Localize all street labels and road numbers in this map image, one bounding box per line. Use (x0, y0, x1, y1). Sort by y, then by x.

◇ ◇ ◇ ◇ ◇

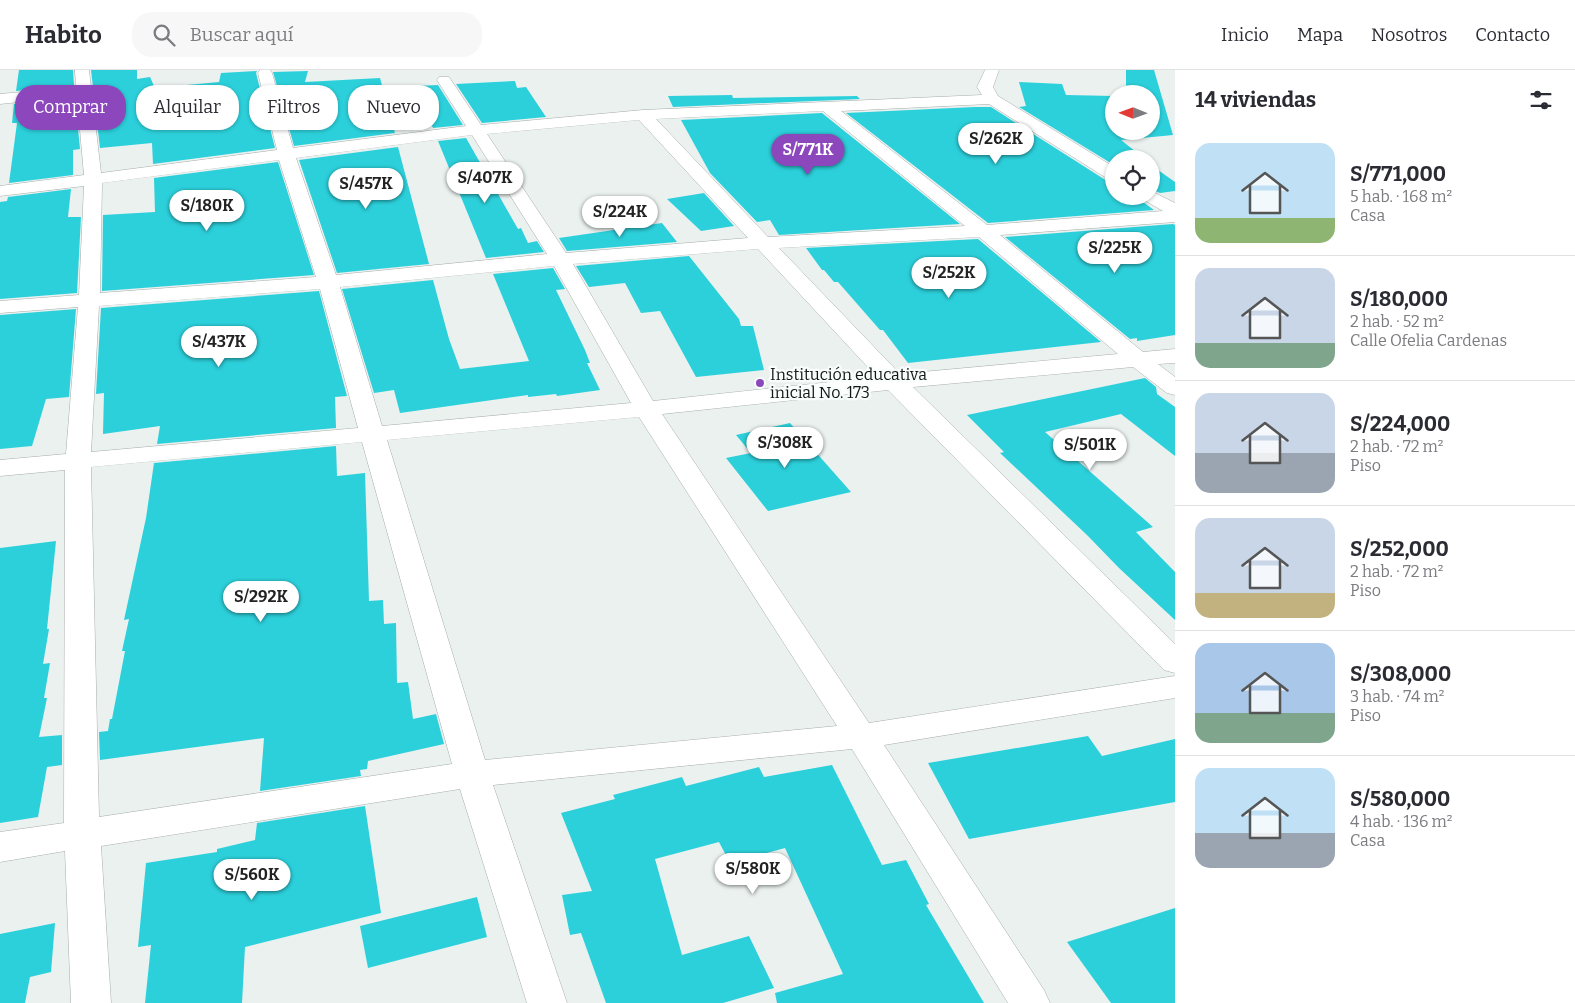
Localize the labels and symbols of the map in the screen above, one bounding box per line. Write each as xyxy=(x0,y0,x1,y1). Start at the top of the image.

◇ ◇ ◇ ◇ ◇

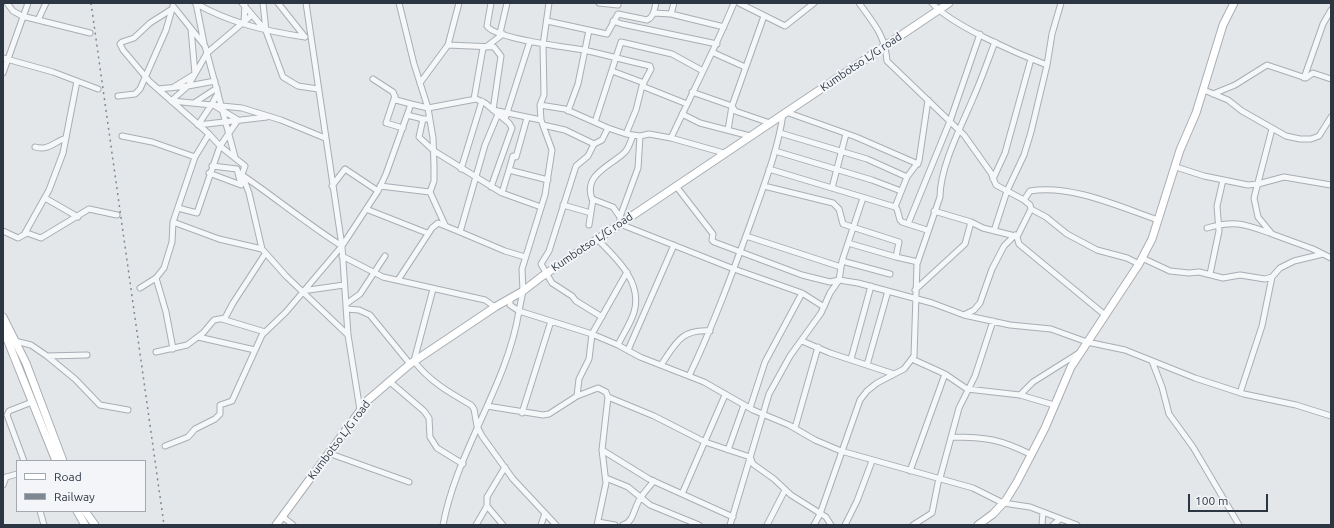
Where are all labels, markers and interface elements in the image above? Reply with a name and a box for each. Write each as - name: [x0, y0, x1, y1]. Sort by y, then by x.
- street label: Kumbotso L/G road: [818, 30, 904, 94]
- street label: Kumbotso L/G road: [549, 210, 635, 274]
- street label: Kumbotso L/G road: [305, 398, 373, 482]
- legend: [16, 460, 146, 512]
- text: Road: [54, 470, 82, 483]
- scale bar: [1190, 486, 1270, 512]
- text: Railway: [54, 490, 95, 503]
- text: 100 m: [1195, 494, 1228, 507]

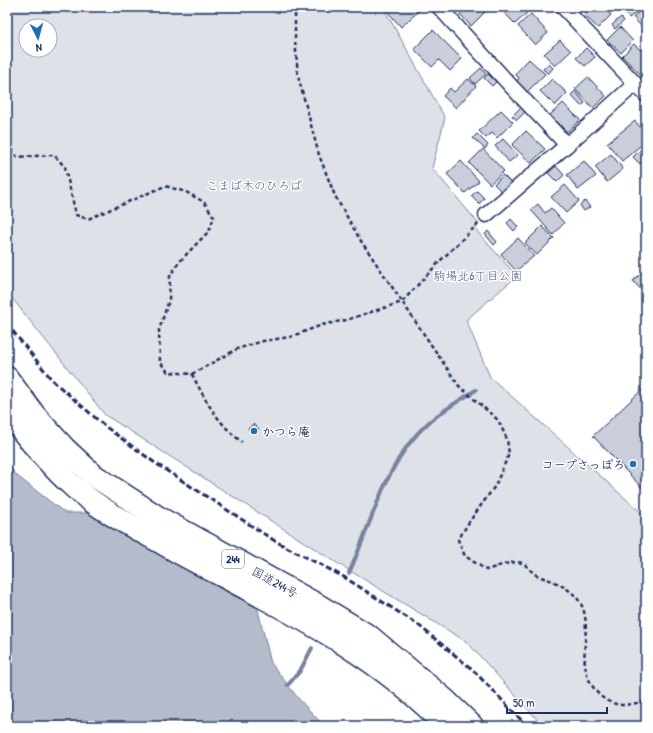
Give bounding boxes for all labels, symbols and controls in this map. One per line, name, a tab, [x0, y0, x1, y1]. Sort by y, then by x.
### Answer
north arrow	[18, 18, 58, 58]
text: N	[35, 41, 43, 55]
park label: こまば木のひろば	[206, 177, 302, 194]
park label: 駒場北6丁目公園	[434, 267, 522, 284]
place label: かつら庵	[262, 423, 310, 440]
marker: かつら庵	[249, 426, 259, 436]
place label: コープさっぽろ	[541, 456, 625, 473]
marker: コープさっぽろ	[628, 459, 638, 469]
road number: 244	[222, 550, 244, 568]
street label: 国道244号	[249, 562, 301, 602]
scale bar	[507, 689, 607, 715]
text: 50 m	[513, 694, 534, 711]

◇ ◇ ◇ ◇ ◇

* Instructions for the task: Reply with a number alone, the number of lines of the records that hold the word "this".

* Task output: 2